Under Normopathie one is personality disorder of the people understood that in a compulsive expresses the form of adaptation to supposedly dominant and standardized practices and regulations within social relationships and habitats. A driving factor here is the exaggerated striving for conformity while giving up one's own individuality , which ultimately leads to different symptoms and symptoms and can develop into a pathological event. The unconditional over-adjustment to socio-cultural norms thus becomes a disease.
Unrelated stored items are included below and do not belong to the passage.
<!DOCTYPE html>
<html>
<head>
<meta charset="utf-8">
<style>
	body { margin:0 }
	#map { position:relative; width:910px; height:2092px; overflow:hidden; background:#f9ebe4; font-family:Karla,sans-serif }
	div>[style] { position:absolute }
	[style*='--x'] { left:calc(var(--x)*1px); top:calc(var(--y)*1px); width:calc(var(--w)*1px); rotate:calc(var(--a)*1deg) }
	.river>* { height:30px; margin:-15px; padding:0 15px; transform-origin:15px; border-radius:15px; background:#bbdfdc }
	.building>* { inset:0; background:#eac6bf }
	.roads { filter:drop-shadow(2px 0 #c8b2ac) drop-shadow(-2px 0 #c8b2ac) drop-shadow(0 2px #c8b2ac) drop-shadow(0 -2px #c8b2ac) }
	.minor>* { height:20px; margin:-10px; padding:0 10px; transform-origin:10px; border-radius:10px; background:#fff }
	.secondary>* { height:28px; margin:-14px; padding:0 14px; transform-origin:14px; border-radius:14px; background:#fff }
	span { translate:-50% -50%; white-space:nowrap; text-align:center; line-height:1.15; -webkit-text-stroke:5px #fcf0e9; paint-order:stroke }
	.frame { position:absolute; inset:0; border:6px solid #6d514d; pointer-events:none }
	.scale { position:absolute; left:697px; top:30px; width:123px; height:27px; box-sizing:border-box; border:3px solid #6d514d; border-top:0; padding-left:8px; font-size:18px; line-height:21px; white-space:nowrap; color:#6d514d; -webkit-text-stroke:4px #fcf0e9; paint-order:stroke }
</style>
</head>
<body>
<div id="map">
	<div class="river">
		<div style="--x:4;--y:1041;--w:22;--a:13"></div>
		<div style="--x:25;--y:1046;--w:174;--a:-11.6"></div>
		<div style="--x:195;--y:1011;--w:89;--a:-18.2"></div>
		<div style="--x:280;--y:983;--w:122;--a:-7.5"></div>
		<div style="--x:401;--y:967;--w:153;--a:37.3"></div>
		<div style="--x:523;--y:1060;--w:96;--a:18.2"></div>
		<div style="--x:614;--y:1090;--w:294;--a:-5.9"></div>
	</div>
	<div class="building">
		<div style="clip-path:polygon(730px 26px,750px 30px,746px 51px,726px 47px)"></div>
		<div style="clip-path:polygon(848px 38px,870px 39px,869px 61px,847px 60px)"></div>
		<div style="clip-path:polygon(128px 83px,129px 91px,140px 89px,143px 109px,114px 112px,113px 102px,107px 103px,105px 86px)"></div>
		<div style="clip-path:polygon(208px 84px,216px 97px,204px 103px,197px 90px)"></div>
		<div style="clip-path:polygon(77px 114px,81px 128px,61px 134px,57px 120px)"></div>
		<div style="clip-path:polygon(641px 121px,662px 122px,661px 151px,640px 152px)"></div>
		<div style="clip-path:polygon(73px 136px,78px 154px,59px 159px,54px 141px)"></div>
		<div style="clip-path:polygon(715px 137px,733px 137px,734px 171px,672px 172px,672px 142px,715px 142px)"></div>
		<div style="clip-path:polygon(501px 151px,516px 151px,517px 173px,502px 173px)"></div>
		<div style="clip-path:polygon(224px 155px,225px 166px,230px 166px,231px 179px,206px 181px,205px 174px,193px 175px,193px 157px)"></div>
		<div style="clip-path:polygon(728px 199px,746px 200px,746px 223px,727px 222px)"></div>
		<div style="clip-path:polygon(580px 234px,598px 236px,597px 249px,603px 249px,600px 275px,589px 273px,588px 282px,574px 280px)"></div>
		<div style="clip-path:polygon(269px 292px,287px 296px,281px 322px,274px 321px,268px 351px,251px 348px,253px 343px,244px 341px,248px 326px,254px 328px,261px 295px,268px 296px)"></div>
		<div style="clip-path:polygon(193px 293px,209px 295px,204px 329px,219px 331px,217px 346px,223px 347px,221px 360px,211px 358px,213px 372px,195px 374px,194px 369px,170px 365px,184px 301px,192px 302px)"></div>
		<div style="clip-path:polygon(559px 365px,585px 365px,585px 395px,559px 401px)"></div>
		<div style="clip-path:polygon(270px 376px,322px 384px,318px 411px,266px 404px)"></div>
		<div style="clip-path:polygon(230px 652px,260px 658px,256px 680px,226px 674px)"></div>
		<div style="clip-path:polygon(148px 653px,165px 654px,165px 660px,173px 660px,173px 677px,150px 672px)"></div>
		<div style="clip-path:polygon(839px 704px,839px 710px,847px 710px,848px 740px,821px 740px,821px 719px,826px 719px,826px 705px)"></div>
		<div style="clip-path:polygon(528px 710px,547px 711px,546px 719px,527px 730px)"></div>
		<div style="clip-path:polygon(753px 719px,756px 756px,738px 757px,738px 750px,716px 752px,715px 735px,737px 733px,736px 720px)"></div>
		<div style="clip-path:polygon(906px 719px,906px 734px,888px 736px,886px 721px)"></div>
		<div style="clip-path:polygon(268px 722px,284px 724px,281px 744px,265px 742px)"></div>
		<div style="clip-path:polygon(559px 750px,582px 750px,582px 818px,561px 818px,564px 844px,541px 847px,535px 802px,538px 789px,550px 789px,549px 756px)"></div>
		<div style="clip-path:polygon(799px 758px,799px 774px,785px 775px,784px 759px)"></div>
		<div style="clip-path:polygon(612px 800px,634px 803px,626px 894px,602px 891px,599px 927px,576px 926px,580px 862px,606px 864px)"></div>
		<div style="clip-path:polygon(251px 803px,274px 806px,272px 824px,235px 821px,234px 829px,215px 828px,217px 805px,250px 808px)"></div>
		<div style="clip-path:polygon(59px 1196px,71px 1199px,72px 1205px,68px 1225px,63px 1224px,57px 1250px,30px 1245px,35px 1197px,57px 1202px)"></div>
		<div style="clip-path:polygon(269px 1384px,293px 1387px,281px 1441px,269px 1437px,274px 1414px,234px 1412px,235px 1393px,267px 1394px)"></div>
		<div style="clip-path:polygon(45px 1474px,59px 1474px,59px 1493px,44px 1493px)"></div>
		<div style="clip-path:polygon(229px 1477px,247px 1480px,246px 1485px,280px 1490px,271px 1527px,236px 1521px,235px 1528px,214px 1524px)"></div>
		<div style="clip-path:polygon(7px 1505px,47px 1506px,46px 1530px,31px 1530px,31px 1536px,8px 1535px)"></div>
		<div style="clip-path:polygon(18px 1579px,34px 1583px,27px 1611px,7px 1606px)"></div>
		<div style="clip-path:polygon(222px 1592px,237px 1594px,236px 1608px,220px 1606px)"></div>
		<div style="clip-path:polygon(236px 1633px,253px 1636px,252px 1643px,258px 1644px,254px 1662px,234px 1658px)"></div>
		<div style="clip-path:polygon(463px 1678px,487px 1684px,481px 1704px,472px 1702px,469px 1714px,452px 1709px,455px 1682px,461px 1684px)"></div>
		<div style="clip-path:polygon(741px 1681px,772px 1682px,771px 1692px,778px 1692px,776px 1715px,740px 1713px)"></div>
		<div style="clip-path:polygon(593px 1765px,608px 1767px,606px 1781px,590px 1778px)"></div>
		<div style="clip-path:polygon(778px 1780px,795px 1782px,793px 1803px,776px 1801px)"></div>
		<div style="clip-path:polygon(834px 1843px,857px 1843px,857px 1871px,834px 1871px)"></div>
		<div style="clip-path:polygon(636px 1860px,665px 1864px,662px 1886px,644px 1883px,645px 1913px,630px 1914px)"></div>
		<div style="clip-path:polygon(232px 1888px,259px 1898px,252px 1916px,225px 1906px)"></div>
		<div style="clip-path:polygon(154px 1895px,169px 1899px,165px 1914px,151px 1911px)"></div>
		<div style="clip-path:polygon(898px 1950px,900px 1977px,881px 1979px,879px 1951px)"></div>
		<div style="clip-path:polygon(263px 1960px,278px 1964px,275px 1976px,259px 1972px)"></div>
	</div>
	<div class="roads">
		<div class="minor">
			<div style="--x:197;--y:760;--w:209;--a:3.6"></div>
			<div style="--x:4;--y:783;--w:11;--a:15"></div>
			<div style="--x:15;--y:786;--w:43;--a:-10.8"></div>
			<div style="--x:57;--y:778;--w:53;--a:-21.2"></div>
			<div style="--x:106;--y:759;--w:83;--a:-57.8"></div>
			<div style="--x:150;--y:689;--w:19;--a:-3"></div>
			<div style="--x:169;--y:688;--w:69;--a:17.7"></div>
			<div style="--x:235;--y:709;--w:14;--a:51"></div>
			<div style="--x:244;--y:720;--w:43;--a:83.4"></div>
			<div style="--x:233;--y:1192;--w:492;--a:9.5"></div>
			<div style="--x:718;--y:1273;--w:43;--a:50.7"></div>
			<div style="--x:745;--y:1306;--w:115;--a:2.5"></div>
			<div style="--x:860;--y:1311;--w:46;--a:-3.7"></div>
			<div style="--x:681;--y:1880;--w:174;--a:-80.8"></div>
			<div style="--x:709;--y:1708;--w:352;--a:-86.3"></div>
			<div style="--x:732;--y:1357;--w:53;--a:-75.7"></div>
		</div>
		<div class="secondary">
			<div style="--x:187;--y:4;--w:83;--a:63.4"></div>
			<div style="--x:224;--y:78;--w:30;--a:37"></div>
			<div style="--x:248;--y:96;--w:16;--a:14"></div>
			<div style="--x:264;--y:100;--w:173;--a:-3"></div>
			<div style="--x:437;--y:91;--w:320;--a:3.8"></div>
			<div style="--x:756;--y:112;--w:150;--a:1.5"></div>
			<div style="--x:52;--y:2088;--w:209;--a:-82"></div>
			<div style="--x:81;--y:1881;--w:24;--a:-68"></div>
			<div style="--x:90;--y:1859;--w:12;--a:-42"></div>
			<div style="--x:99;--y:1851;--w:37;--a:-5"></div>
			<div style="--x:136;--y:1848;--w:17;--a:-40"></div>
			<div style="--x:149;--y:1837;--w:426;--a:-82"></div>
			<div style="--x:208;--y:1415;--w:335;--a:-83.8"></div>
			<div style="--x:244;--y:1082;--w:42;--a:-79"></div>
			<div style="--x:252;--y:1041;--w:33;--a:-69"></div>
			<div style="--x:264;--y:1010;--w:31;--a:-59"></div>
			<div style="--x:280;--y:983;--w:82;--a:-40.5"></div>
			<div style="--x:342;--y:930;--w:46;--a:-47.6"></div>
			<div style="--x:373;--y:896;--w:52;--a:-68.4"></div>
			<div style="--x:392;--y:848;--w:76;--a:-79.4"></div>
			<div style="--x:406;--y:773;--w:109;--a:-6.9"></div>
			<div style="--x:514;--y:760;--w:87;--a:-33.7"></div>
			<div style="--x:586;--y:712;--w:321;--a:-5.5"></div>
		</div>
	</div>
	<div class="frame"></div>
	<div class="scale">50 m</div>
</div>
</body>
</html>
Since, in principle, the desire for normality is not considered to be pathological, but rather a healthy attitude, the pathology of what is happening with its often somatoform symptoms is often not perceived as such.

term

The term "normopathy" was coined by Erich Wulff in 1972 and associated with certain personality structures.

literature

Individual evidence

  1. Mechthilde Kütemeyer: Normopathie - hyper social trauma processing and somatoform dissociation. In: Psychotherapy in old age. 2007, 4 (1), pp. 39-53.
  2. Erich Wulf: Psychiatry and class society. On the conceptual and social criticism of psychiatry and medicine. Athenaeum, Frankfurt am Main 1972, ISBN 3-7610-5813-6 .
  3. ^ Hermann Lang, Hermann Faller, Marion Schowalter: Structure - Personality - Personality Disorder. Königshausen & Neumann , 2007, ISBN 978-3-8260-2893-9 , p. 204 ff.
  4. Bärbel Röscheisen-Hellkamp: The concealment of the indestructible: An anthropological experiment on illness and health . Lit, Münster 2003, ISBN 3-8258-6801-X , p. 64.
  5. Reza Madjderey: Normopathen. Volume 1, ATE, Münster 2010, ISBN 978-3-89781-167-6 , p. 27 ff.